Records supplied START

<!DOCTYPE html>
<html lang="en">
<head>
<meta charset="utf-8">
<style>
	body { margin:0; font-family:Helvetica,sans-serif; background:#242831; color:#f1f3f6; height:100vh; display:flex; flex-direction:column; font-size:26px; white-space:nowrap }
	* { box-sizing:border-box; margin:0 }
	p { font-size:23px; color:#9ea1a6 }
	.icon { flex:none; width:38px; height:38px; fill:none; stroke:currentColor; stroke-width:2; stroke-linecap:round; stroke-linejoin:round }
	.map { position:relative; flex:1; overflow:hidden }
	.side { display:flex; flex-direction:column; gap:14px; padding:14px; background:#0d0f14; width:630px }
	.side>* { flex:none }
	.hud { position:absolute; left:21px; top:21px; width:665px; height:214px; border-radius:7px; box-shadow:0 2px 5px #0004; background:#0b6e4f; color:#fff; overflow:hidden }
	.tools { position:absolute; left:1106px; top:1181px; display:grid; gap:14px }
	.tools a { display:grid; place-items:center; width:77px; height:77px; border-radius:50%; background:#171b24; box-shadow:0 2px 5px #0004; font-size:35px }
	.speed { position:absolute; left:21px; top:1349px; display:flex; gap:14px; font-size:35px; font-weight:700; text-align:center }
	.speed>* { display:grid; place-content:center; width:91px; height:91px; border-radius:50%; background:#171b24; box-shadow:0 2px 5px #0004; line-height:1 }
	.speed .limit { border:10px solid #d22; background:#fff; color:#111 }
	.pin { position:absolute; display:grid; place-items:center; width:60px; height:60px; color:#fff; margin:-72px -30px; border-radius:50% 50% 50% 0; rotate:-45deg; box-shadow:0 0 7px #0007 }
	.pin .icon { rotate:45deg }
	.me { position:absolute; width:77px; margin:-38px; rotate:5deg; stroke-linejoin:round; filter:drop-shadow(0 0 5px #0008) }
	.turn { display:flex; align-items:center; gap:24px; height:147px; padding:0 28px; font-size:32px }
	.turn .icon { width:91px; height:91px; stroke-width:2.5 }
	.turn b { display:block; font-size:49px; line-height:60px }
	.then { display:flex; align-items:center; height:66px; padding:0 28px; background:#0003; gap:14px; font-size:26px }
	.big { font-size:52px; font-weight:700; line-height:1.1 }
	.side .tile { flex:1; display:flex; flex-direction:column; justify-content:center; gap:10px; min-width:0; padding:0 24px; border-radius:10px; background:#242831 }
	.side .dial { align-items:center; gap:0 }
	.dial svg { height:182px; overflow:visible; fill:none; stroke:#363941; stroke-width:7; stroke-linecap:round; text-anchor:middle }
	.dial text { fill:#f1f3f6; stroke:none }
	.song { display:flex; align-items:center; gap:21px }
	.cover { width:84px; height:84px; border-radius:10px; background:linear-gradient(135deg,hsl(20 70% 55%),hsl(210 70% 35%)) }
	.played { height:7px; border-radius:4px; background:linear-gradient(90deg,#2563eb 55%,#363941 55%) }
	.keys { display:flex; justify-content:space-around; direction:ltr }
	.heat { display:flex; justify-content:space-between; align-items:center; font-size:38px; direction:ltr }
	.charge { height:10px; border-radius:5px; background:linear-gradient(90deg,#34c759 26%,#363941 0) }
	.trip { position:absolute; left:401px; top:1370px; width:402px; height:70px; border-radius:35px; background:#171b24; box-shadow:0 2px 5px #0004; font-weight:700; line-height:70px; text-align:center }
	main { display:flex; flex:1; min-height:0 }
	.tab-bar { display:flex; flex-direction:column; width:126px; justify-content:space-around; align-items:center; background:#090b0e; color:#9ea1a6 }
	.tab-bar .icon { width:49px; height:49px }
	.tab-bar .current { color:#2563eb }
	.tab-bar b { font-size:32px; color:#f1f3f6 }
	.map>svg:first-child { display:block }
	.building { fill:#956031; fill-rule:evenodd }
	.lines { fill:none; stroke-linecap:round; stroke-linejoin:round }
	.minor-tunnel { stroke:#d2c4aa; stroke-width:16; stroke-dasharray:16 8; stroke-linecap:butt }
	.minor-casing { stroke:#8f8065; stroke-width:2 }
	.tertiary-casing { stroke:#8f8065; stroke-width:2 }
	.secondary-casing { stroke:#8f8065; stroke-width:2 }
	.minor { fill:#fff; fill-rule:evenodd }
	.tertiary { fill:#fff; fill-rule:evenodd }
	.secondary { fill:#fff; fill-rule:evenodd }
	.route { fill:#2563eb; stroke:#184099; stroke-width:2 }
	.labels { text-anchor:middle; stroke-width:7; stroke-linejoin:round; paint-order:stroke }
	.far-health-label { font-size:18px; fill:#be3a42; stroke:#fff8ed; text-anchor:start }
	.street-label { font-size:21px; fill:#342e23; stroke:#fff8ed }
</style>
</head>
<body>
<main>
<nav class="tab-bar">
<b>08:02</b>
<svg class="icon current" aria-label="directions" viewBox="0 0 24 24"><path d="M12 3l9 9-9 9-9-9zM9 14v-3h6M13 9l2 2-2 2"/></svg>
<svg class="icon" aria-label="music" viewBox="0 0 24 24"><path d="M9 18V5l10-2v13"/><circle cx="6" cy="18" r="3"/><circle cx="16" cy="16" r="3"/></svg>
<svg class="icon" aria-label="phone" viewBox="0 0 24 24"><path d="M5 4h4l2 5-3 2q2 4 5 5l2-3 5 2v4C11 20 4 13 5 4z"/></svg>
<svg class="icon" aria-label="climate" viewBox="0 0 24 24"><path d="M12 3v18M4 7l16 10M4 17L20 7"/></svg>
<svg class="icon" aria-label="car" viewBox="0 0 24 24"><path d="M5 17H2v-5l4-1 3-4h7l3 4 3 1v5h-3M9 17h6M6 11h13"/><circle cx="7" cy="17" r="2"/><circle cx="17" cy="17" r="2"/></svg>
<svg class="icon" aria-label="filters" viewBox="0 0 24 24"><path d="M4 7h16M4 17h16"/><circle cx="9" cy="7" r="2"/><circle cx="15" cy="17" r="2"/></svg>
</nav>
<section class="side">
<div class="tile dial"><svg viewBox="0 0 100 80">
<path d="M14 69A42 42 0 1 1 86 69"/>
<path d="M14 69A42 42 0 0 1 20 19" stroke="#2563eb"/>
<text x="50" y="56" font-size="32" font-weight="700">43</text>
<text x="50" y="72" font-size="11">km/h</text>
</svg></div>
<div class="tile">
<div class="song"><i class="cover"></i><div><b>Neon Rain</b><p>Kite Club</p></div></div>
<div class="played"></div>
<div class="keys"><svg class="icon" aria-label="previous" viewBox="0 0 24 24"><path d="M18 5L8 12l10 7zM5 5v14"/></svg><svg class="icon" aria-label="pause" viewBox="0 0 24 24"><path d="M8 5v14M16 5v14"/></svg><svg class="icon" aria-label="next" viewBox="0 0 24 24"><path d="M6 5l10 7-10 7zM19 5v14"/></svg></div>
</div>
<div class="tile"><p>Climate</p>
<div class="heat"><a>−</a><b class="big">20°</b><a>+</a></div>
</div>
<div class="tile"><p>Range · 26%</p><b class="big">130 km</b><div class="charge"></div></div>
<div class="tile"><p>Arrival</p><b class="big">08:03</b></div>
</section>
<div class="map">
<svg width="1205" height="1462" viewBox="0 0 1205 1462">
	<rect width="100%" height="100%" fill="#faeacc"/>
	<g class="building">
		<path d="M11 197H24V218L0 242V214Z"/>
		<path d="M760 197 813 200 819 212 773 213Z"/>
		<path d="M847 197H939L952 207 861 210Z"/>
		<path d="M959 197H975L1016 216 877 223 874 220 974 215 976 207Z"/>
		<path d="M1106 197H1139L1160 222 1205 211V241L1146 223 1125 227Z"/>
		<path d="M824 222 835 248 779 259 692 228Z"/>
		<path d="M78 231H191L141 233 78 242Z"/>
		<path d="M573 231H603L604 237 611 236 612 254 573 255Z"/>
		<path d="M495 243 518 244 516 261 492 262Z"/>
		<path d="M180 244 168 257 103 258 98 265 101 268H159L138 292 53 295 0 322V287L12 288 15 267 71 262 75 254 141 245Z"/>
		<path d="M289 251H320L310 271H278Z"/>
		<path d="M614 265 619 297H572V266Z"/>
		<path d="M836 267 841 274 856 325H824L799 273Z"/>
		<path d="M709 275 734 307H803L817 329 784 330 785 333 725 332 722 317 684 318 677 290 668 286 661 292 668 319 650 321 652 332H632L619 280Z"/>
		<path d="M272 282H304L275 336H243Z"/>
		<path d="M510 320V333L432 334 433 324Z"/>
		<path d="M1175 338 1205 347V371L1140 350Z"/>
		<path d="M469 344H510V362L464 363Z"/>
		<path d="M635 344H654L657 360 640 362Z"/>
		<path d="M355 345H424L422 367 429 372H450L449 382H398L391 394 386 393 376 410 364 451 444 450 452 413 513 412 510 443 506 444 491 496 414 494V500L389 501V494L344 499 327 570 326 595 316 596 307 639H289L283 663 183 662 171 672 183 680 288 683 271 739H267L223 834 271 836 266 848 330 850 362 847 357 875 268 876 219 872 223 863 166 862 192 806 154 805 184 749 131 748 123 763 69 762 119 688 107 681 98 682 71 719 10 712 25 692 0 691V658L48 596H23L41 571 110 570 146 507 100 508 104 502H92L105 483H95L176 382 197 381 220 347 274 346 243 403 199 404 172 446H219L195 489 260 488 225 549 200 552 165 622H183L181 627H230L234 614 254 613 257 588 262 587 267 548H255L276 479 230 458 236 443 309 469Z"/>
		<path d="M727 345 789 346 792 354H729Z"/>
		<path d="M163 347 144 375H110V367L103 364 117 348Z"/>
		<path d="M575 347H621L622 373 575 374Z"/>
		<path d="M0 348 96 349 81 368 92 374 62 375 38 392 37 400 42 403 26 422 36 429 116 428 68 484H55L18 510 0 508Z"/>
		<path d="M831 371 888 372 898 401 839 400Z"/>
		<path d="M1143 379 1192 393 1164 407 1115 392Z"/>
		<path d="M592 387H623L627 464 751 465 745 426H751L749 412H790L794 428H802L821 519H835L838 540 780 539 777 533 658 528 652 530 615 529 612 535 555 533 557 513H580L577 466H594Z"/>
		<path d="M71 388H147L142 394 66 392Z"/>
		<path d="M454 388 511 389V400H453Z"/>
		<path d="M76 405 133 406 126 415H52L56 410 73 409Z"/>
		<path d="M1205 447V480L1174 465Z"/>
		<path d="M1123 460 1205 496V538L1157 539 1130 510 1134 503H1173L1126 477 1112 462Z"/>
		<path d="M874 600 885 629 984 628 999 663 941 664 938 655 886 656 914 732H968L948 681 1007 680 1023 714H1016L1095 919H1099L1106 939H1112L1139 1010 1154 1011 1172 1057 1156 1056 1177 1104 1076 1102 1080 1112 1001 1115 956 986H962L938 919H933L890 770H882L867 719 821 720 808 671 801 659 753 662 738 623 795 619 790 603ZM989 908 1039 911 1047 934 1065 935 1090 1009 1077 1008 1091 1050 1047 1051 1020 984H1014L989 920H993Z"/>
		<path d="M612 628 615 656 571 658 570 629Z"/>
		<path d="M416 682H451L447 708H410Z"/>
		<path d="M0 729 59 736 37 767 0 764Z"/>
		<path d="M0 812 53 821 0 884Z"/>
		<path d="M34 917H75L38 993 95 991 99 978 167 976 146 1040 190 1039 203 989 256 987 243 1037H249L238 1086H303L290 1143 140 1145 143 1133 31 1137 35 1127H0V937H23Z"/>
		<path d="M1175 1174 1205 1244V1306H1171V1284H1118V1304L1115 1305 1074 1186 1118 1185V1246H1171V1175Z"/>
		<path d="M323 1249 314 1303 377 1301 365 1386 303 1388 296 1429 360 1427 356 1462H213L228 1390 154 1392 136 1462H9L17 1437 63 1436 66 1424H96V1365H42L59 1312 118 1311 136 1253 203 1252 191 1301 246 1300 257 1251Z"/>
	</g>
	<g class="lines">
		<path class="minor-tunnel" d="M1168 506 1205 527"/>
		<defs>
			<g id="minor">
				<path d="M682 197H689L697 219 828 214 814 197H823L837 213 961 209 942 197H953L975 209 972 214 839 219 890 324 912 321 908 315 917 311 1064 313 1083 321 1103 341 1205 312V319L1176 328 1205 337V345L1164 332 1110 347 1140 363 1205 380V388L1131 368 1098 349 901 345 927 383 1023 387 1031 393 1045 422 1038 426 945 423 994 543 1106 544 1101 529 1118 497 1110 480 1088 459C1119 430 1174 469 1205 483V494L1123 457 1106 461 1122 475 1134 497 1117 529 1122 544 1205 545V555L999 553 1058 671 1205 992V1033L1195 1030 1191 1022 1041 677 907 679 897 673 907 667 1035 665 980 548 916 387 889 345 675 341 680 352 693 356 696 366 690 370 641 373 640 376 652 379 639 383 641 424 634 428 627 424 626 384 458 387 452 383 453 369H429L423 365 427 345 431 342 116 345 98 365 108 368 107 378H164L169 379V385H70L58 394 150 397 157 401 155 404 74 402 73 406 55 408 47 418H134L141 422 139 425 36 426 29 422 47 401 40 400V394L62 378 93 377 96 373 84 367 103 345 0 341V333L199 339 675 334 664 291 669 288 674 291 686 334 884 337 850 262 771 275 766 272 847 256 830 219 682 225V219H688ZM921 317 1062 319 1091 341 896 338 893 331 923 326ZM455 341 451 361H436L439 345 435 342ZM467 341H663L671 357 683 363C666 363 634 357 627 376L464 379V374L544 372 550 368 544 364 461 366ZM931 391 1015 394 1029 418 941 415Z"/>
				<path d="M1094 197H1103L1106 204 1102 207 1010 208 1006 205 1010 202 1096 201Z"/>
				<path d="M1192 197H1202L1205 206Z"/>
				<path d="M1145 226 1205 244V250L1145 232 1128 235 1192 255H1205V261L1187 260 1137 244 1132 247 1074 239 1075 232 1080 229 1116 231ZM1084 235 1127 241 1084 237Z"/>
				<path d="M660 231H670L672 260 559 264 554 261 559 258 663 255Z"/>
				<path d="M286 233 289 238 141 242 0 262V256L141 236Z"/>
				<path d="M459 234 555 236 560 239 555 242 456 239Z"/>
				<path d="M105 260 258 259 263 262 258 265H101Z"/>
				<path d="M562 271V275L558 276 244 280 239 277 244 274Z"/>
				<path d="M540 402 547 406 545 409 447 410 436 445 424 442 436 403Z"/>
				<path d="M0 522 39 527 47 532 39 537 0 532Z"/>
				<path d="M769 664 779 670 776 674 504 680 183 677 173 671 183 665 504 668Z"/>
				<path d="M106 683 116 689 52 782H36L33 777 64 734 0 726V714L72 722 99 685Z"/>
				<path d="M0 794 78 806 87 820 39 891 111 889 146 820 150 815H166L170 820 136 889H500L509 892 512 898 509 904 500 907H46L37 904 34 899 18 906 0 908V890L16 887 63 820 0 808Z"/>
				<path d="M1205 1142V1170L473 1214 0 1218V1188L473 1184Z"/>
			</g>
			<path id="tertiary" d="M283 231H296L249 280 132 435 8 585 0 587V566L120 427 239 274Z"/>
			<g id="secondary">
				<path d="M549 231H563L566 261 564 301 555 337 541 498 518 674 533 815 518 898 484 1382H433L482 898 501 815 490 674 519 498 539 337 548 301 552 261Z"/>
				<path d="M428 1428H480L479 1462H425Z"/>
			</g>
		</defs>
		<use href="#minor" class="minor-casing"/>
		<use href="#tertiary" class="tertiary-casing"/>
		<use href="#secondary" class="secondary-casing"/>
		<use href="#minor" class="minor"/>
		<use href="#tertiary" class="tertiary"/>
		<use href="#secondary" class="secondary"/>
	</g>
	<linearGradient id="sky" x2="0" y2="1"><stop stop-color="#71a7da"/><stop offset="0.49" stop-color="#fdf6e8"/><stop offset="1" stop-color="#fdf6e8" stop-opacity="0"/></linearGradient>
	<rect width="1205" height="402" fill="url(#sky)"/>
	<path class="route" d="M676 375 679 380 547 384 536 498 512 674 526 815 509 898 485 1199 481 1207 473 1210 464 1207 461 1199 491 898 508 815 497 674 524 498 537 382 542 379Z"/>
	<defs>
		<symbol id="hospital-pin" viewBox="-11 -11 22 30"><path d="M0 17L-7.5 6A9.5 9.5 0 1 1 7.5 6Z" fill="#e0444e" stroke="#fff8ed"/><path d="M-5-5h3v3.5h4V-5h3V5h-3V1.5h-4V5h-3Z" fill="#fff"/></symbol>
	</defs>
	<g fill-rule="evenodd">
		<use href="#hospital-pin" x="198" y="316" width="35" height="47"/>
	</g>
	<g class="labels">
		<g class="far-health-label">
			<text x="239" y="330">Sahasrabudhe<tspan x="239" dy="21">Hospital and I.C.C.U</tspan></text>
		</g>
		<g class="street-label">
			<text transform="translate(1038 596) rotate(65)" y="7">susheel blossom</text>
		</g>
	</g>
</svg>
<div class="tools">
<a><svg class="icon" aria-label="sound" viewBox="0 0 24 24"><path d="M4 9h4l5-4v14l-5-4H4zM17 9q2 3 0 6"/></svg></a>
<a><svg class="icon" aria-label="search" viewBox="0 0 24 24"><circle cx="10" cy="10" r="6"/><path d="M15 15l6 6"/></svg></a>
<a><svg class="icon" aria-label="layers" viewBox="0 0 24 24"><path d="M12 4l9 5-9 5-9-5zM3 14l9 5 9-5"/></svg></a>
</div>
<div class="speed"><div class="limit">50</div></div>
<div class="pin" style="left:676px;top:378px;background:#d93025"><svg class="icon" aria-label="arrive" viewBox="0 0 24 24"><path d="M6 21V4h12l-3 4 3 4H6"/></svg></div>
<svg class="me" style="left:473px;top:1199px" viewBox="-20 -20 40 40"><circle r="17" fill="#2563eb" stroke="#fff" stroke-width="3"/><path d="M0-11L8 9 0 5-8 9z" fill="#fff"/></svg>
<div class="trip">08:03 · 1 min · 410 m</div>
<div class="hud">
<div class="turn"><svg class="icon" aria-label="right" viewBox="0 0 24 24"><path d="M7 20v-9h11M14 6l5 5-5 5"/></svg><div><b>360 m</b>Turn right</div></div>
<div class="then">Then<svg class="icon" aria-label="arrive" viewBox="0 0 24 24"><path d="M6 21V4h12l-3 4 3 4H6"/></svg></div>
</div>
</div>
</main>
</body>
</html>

Records supplied END

> _Problem description_:
The required output is the exact run of lines from the beginning of the listing above to the line that contains "font-size:52px; font-weight:700; line-height:1.1", inclusive of both.

> _Answer to the exercise_:
<!DOCTYPE html>
<html lang="en">
<head>
<meta charset="utf-8">
<style>
	body { margin:0; font-family:Helvetica,sans-serif; background:#242831; color:#f1f3f6; height:100vh; display:flex; flex-direction:column; font-size:26px; white-space:nowrap }
	* { box-sizing:border-box; margin:0 }
	p { font-size:23px; color:#9ea1a6 }
	.icon { flex:none; width:38px; height:38px; fill:none; stroke:currentColor; stroke-width:2; stroke-linecap:round; stroke-linejoin:round }
	.map { position:relative; flex:1; overflow:hidden }
	.side { display:flex; flex-direction:column; gap:14px; padding:14px; background:#0d0f14; width:630px }
	.side>* { flex:none }
	.hud { position:absolute; left:21px; top:21px; width:665px; height:214px; border-radius:7px; box-shadow:0 2px 5px #0004; background:#0b6e4f; color:#fff; overflow:hidden }
	.tools { position:absolute; left:1106px; top:1181px; display:grid; gap:14px }
	.tools a { display:grid; place-items:center; width:77px; height:77px; border-radius:50%; background:#171b24; box-shadow:0 2px 5px #0004; font-size:35px }
	.speed { position:absolute; left:21px; top:1349px; display:flex; gap:14px; font-size:35px; font-weight:700; text-align:center }
	.speed>* { display:grid; place-content:center; width:91px; height:91px; border-radius:50%; background:#171b24; box-shadow:0 2px 5px #0004; line-height:1 }
	.speed .limit { border:10px solid #d22; background:#fff; color:#111 }
	.pin { position:absolute; display:grid; place-items:center; width:60px; height:60px; color:#fff; margin:-72px -30px; border-radius:50% 50% 50% 0; rotate:-45deg; box-shadow:0 0 7px #0007 }
	.pin .icon { rotate:45deg }
	.me { position:absolute; width:77px; margin:-38px; rotate:5deg; stroke-linejoin:round; filter:drop-shadow(0 0 5px #0008) }
	.turn { display:flex; align-items:center; gap:24px; height:147px; padding:0 28px; font-size:32px }
	.turn .icon { width:91px; height:91px; stroke-width:2.5 }
	.turn b { display:block; font-size:49px; line-height:60px }
	.then { display:flex; align-items:center; height:66px; padding:0 28px; background:#0003; gap:14px; font-size:26px }
	.big { font-size:52px; font-weight:700; line-height:1.1 }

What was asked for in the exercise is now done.